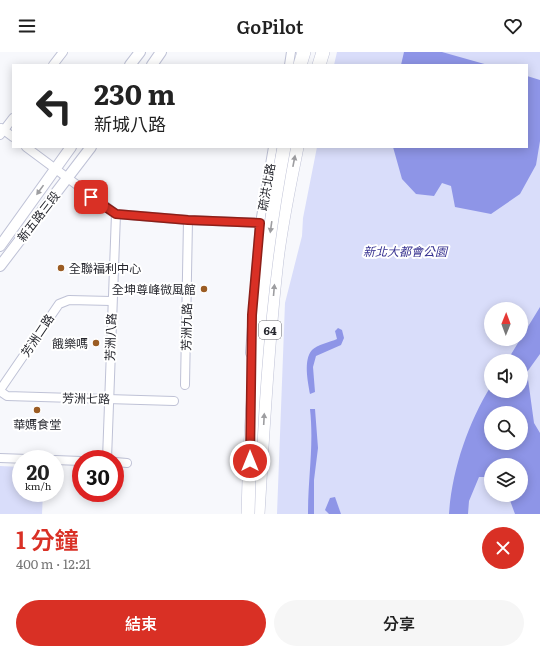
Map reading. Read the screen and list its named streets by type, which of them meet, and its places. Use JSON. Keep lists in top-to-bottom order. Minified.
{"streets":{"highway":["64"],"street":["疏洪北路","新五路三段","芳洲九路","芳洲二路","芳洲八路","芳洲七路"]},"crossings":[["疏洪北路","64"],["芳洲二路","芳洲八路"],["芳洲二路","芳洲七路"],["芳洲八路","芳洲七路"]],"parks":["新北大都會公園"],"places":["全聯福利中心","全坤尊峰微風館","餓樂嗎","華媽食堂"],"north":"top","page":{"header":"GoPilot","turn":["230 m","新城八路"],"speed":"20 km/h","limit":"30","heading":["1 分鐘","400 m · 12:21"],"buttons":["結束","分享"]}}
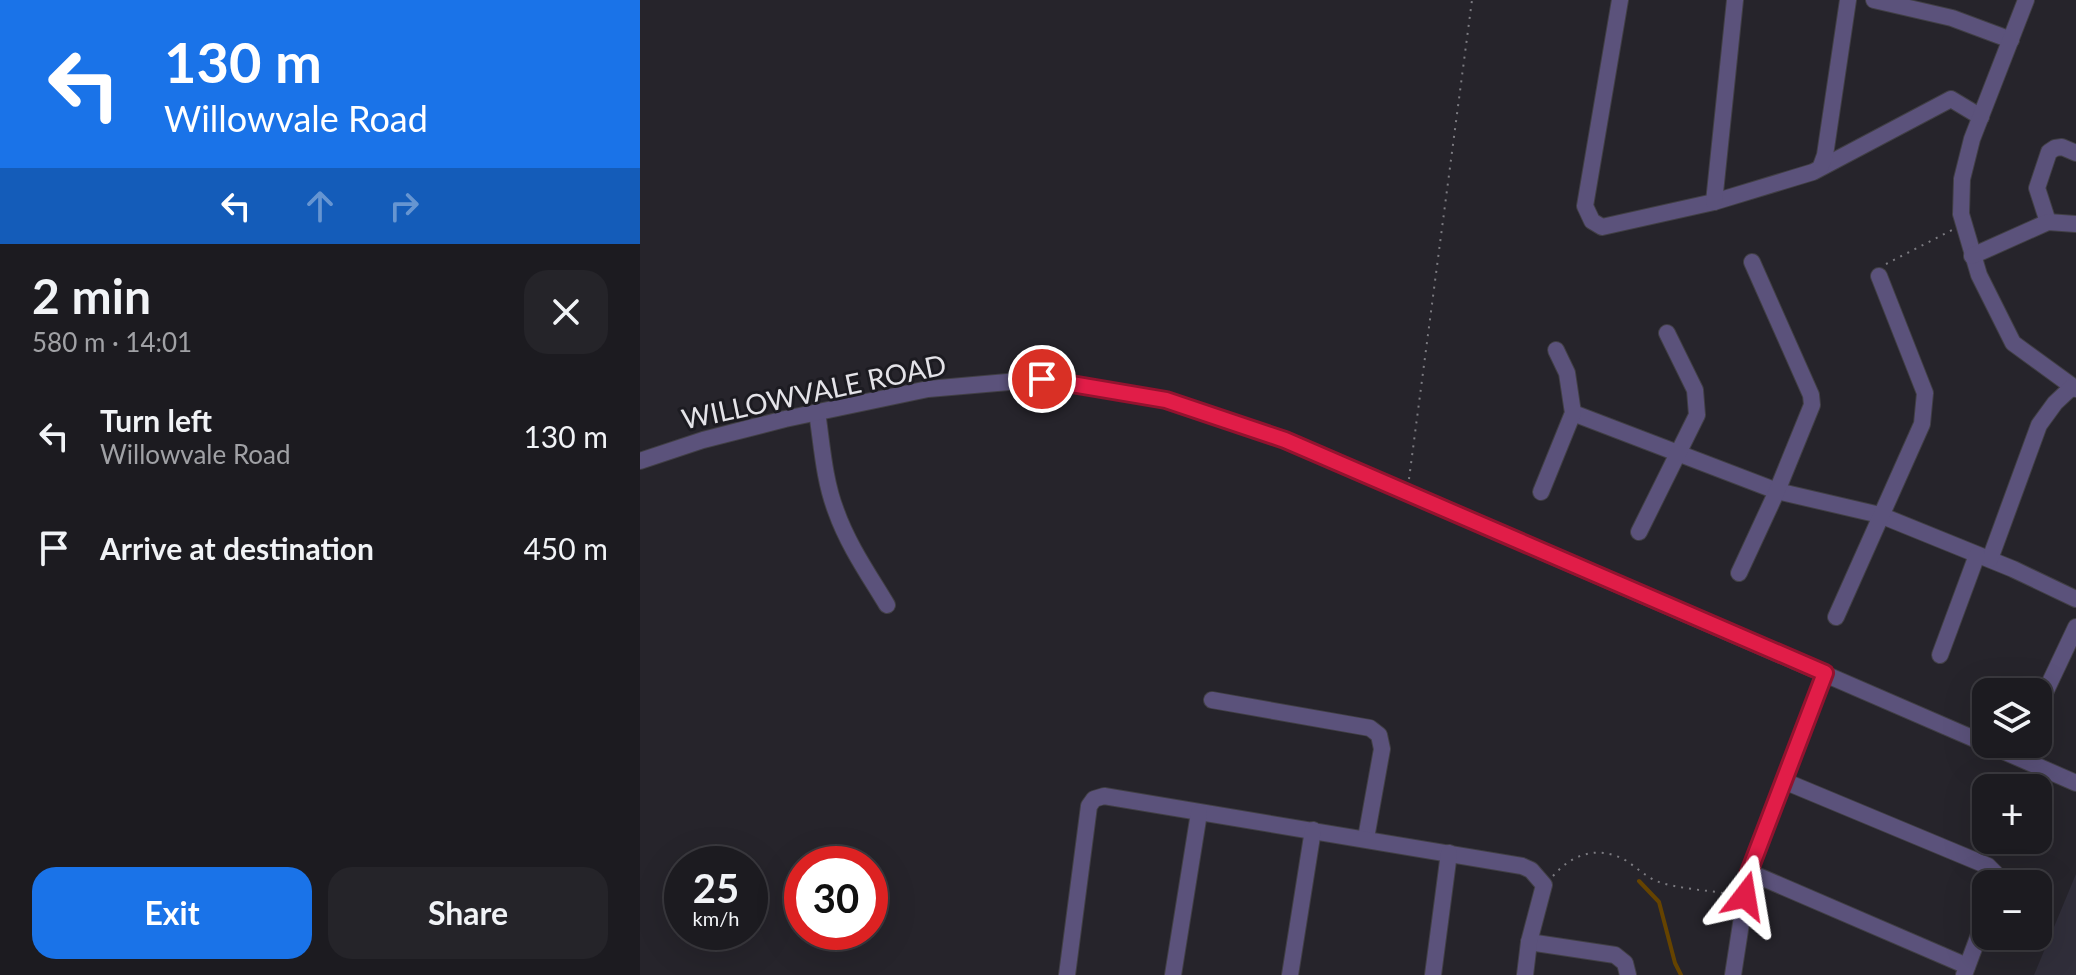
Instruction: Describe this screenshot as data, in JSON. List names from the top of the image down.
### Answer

......

What you need to do »
Leaving out only the pictures, return the material above unchanged.

Solved exercise »
Map reading. Read the screen and list its named streets by type, which of them meet, and its places. Use JSON. Keep lists in top-to-bottom order. Minified.
{"streets":{"highway":["64"],"street":["疏洪北路","新五路三段","芳洲九路","芳洲二路","芳洲八路","芳洲七路"]},"crossings":[["疏洪北路","64"],["芳洲二路","芳洲八路"],["芳洲二路","芳洲七路"],["芳洲八路","芳洲七路"]],"parks":["新北大都會公園"],"places":["全聯福利中心","全坤尊峰微風館","餓樂嗎","華媽食堂"],"north":"top","page":{"header":"GoPilot","turn":["230 m","新城八路"],"speed":"20 km/h","limit":"30","heading":["1 分鐘","400 m · 12:21"],"buttons":["結束","分享"]}}
Instruction: Describe this screenshot as data, in JSON. List names from the top of the image down.
### Answer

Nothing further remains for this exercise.